__Task instructions__:
Find how many lines in the material below hold the word "tools". Reply with that figure alone.

__Dataset records__:
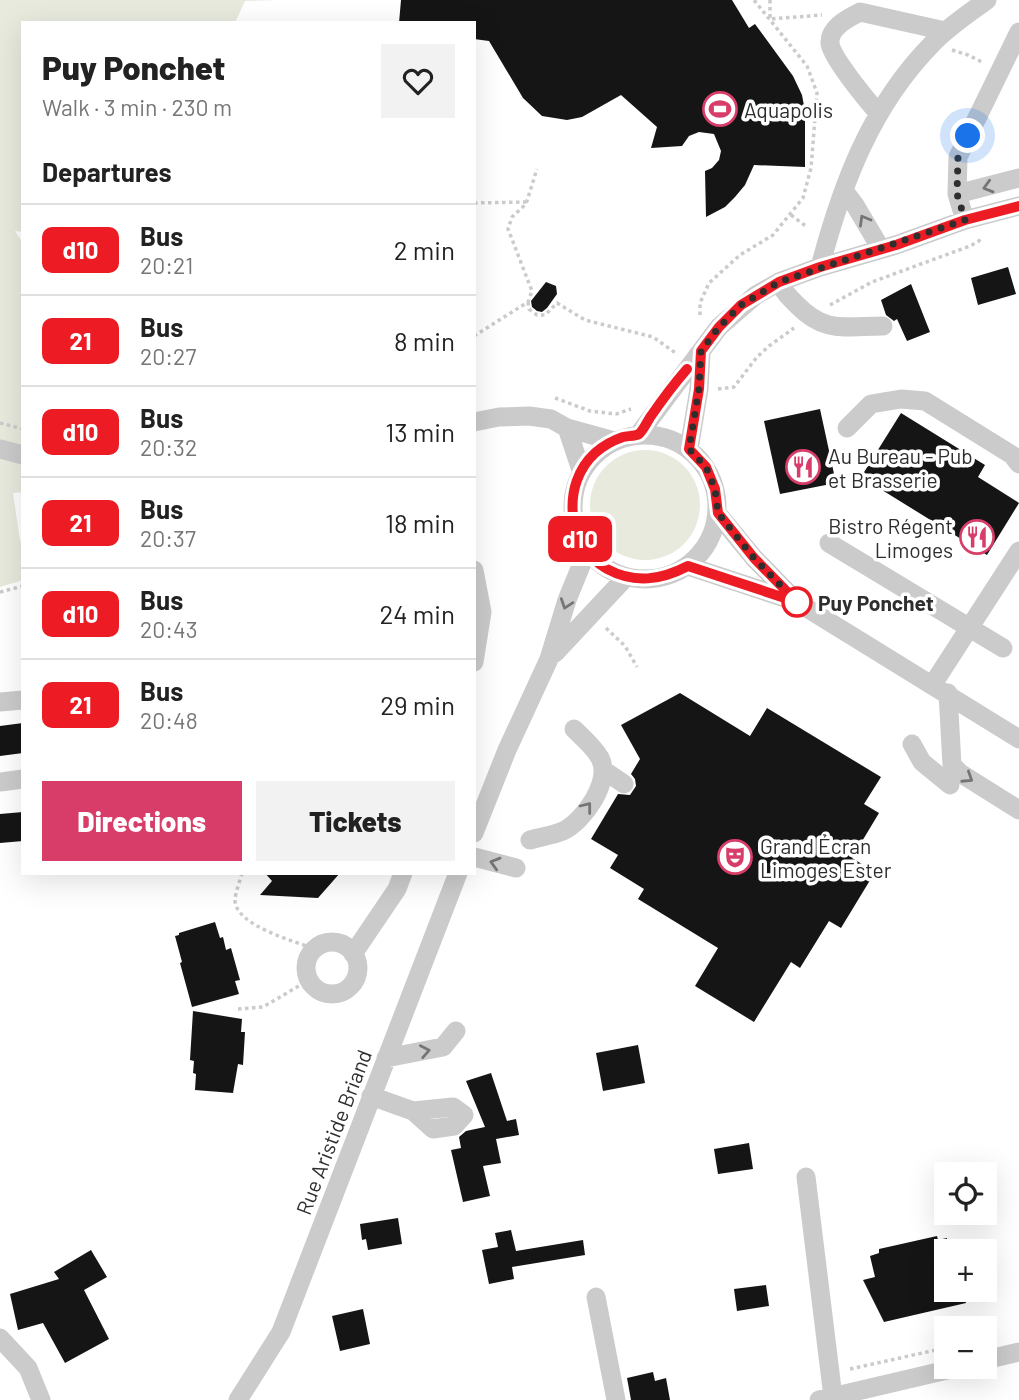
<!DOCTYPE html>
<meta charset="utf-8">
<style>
:root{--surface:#fff;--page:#f2f2f2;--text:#222;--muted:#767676;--line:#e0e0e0;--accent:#d83d69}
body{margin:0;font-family:Barlow,sans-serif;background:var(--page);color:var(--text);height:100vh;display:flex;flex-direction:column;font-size:26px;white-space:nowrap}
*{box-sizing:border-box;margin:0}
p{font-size:23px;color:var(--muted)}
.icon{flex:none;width:38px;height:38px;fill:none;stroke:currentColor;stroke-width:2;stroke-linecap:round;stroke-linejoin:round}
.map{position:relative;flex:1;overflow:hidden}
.side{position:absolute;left:21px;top:21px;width:455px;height:854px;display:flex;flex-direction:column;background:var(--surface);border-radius:0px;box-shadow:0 7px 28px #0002}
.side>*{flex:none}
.badge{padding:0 14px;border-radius:10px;font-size:24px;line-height:46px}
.tools{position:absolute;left:934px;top:1162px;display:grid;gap:14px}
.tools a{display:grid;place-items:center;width:63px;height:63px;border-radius:0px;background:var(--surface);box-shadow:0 7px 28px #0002;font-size:35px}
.you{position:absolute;width:35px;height:35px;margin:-18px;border:5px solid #fff;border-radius:50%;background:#1a73e8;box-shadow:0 0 0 10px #1a73e833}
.map>.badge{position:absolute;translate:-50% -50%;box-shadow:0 0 0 4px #fff}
h2{padding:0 21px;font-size:26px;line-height:63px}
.round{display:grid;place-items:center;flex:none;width:74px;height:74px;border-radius:0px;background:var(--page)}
.summary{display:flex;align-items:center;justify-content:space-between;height:119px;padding:0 21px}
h1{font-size:33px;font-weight:800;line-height:52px}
.action{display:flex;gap:14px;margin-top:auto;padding:14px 21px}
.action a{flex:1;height:80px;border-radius:0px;background:var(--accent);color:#fff;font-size:28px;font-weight:800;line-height:80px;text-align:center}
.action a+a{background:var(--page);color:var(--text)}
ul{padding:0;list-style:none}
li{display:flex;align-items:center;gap:21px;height:91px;padding:0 21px;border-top:2px solid var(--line)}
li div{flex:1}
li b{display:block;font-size:26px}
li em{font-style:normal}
li .badge{min-width:77px;font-weight:700;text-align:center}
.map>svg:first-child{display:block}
.green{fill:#e7eadd}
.building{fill:#151515}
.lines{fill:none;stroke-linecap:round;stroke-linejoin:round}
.path{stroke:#cbcbcb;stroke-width:3.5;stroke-dasharray:3.5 3.5;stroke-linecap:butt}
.minor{stroke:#cbcbcb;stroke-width:19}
.oneway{stroke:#757575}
.line-casing{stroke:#fff;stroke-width:16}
.line{stroke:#ed1c24;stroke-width:10}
.walk{stroke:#2e2e2e;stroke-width:7;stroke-dasharray:0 12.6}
.stop-dot{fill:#fff;stroke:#ed1c24;stroke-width:3.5}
.labels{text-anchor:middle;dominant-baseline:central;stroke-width:7;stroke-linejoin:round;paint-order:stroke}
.poi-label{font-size:21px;fill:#2e2e2e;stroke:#fff;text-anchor:start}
.stop-label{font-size:21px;font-weight:bold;fill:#2e2e2e;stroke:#fff;text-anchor:start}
.street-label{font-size:21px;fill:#2e2e2e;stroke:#fff}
</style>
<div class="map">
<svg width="1019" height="1400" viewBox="0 0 1019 1400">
<rect width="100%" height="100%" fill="#fff"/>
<path class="green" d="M0 0H277L245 1 235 23H23V232L15 231 23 243V492L13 493 20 541H23V580L0 587Z
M590 505a55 55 0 1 1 110 0a55 55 0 1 1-110 0Z"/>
<path class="building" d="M401 0H732L749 28 755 24 793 76 802 95 805 111V167L754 165 745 185 735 197 725 207 706 217 705 171 712 168 719 160 721 151 714 134 699 132 689 136 682 146 651 148 657 127 621 95 582 117 567 120 542 116 523 98 489 41 474 39V23H399Z
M1008 267 1016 294 978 305 971 278Z
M546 282 556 286 557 294 547 308 542 312 537 311 532 307 531 301Z
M911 284 930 332 907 341 897 319 894 321 886 315 881 300Z
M820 409 836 483 780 494 764 421Z
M901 413 985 465 978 477 1019 503 987 555 861 477Z
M680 693 750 736 767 708 881 777 864 804 879 813 852 858 875 872 841 928 829 921 800 968 791 962 754 1022 695 986 718 948 638 899 644 889 610 868 618 855 591 839 618 794 630 795 636 786 635 779 631 774 640 759 621 725Z
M23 723V753L0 756V726Z
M23 812V841L0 843V814Z
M265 873H340L318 898 260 895 272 881Z
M215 922 220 938 223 937 226 950 231 948 240 980 235 981 239 994 192 1007 180 963 182 962 175 936 179 935V933Z
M193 1011 242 1019 241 1032H245L243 1065 238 1064 233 1093 195 1090 196 1074 193 1073 194 1061 190 1060Z
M638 1045 645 1083 603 1091 596 1053Z
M491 1073 507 1121 516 1119 519 1135 496 1139 501 1163 483 1166 490 1196 463 1202 451 1150 461 1148 459 1137 466 1131 485 1127 466 1081Z
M749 1143 753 1169 718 1174 714 1149Z
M398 1218 402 1244 368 1250 366 1239 362 1240 360 1224Z
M511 1230 516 1251 583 1240 585 1255 512 1267 514 1279 489 1284 482 1250 498 1247 495 1233Z
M937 1236 938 1240 947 1238V1290H963L966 1303 884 1322 863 1280 875 1277 870 1256 879 1253V1249Z
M91 1250 107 1277 84 1290 109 1339 65 1363 43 1323 18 1330 10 1294 59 1279 54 1272Z
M766 1285 769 1306 737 1311 734 1289Z
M363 1309 370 1344 340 1351 332 1316Z
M653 1372 655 1381 666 1378 670 1400H631L627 1378Z"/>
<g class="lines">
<path class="path" d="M770 0V19L822 15
M335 23 336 22
M952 50 968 55 984 63
M474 203 526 202
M791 215 807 227
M528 302 529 309 537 315H545L557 303 585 320 653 337 677 354
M830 305 872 282 970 246 979 241 981 237
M700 315V303L709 283 740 255 773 235 803 198 811 168 817 93 807 66 754 0
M474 336 528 302 532 291 508 229 512 217 526 204 537 169
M718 389 734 387 757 357 769 346 794 328
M555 398 590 411 616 414 631 409
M0 423 23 429
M0 592 23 586
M606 628 625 646 637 667
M242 873C240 881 235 893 235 901 237 926 294 941 315 949
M238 1009 263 1007 309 980
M850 1369 945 1348"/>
<path class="minor" d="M878 113C867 100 831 57 830 43 829 27 849 18 860 12L945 31
M845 192 855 205 881 249
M957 194 1019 178
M965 220 957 194 958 157 1019 32
M820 267C842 184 871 106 932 44 948 27 968 14 987 0
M779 282C783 291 789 297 796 304 825 334 844 326 883 326
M474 422 499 417 529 416 551 419 567 428 614 441
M567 428 581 470
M847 428 871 404 901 399 925 401 1012 455 1019 464
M639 434 719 327 756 295 779 282 820 267 896 245 965 220 1019 206
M573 507a72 72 0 1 1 144 0a72 72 0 1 1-144 0Z
M0 449 23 455
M689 449 699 389 701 351
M717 513 754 558 794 599
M829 543 1003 648
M688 566 797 602 1019 739
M474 570 482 612 474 662
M555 653 626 577
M933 684 1019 551
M948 693 952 765 960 773 1019 810
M0 702 23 700
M912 744 922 762 950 785
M605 771 624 784
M0 782 23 779
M474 833 507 750 549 659 567 600 587 551
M530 840C541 837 553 835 563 831 584 821 612 781 600 758 594 747 582 737 574 729
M474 857 516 868
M306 968a26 26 0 1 1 52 0a26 26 0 1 1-52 0Z
M353 954 397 889 403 873
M386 1058 443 1047 456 1031
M371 1096 413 1111 453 1107 464 1115 454 1126 433 1129 413 1111
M806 1177 833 1397
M596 1297 616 1400
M0 1338 28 1368 41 1400
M985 1360 1019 1352
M238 1400 281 1332 458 873
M819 1400 960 1367"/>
</g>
<defs><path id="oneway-chevron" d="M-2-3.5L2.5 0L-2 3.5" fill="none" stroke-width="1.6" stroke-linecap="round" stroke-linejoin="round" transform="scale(1.75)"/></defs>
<g class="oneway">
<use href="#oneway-chevron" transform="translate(988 187) rotate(164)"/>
<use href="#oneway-chevron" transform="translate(864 220) rotate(-120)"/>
<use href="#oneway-chevron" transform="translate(566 604) rotate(109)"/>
<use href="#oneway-chevron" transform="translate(968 778) rotate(33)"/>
<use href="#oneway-chevron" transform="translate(587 807) rotate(-52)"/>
<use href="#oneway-chevron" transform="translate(495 863) rotate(-164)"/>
<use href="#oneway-chevron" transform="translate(425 1051) rotate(-11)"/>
</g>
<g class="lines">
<g class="line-casing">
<path id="line" d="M687 369C674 384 662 400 651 416 648 420 643 431 639 434 636 436 627 436 623 437 614 440 603 446 595 453 561 484 566 546 607 569 635 584 661 580 688 566L797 602 754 558 718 513 715 489 706 467 689 449 699 389 701 351 719 327 741 305 779 282 820 267 896 245 965 220 1019 206"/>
</g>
<use href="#line" class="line"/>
<path class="walk" d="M797 602 754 558 718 513 715 489 706 467 689 449 699 389 701 351 719 327 741 305 779 282 965 220 957 194 958 157 968 136"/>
</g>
<defs>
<g id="stadium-ring" transform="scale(1.75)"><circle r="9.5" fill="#fff" stroke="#d83d69" stroke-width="1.5"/><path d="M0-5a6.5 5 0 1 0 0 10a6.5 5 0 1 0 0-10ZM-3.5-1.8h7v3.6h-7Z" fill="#d83d69"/></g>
<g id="restaurant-ring" transform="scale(1.75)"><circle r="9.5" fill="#fff" stroke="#d83d69" stroke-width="1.5"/><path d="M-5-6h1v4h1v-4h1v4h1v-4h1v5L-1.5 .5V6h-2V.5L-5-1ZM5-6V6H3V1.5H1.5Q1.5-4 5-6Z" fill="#d83d69"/></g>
<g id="theatre-ring" transform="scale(1.75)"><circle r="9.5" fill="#fff" stroke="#d83d69" stroke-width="1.5"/><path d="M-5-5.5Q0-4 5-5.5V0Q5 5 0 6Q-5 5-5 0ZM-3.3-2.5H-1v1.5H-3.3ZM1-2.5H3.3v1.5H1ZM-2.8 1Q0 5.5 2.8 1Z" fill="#d83d69"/></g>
</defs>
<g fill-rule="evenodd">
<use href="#stadium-ring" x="720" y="109"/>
<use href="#restaurant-ring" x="803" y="467"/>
<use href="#restaurant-ring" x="977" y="537"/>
<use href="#theatre-ring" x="735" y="857"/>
</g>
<circle class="stop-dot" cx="797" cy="602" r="14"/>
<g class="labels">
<g class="poi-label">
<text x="744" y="109">Aquapolis</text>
<text x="828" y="455">Au Bureau - Pub<tspan x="828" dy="24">et Brasserie</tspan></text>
<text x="953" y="525" text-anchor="end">Bistro Régent<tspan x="953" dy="24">Limoges</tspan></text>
<text x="760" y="845">Grand Écran<tspan x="760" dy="24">Limoges Ester</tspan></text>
</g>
<g class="stop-label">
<text x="818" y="602">Puy Ponchet</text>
</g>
<g class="street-label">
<text transform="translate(333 1132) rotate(-69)">Rue Aristide Briand</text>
</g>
</g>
</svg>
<div class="tools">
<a><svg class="icon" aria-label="locate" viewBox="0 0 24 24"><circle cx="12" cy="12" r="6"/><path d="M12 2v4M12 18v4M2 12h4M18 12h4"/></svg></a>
<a>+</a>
<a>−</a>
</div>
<div class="you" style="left:968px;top:136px"></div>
<b class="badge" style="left:580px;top:539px;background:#ed1c24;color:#fff">d10</b>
<section class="side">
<div class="summary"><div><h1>Puy Ponchet</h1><p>Walk · 3 min · 230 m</p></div><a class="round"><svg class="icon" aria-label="heart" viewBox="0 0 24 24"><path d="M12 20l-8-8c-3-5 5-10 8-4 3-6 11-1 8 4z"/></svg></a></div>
<h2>Departures</h2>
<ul>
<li><span class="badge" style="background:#ed1c24;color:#fff">d10</span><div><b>Bus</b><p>20:21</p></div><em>2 min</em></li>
<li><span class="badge" style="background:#ed1c24;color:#fff">21</span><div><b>Bus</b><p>20:27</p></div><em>8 min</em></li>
<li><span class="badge" style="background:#ed1c24;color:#fff">d10</span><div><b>Bus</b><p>20:32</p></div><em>13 min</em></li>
<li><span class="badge" style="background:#ed1c24;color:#fff">21</span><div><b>Bus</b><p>20:37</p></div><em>18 min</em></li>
<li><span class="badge" style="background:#ed1c24;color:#fff">d10</span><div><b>Bus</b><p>20:43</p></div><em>24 min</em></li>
<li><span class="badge" style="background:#ed1c24;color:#fff">21</span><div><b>Bus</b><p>20:48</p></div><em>29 min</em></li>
</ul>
<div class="action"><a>Directions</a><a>Tickets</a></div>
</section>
</div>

__Exercise output__:
3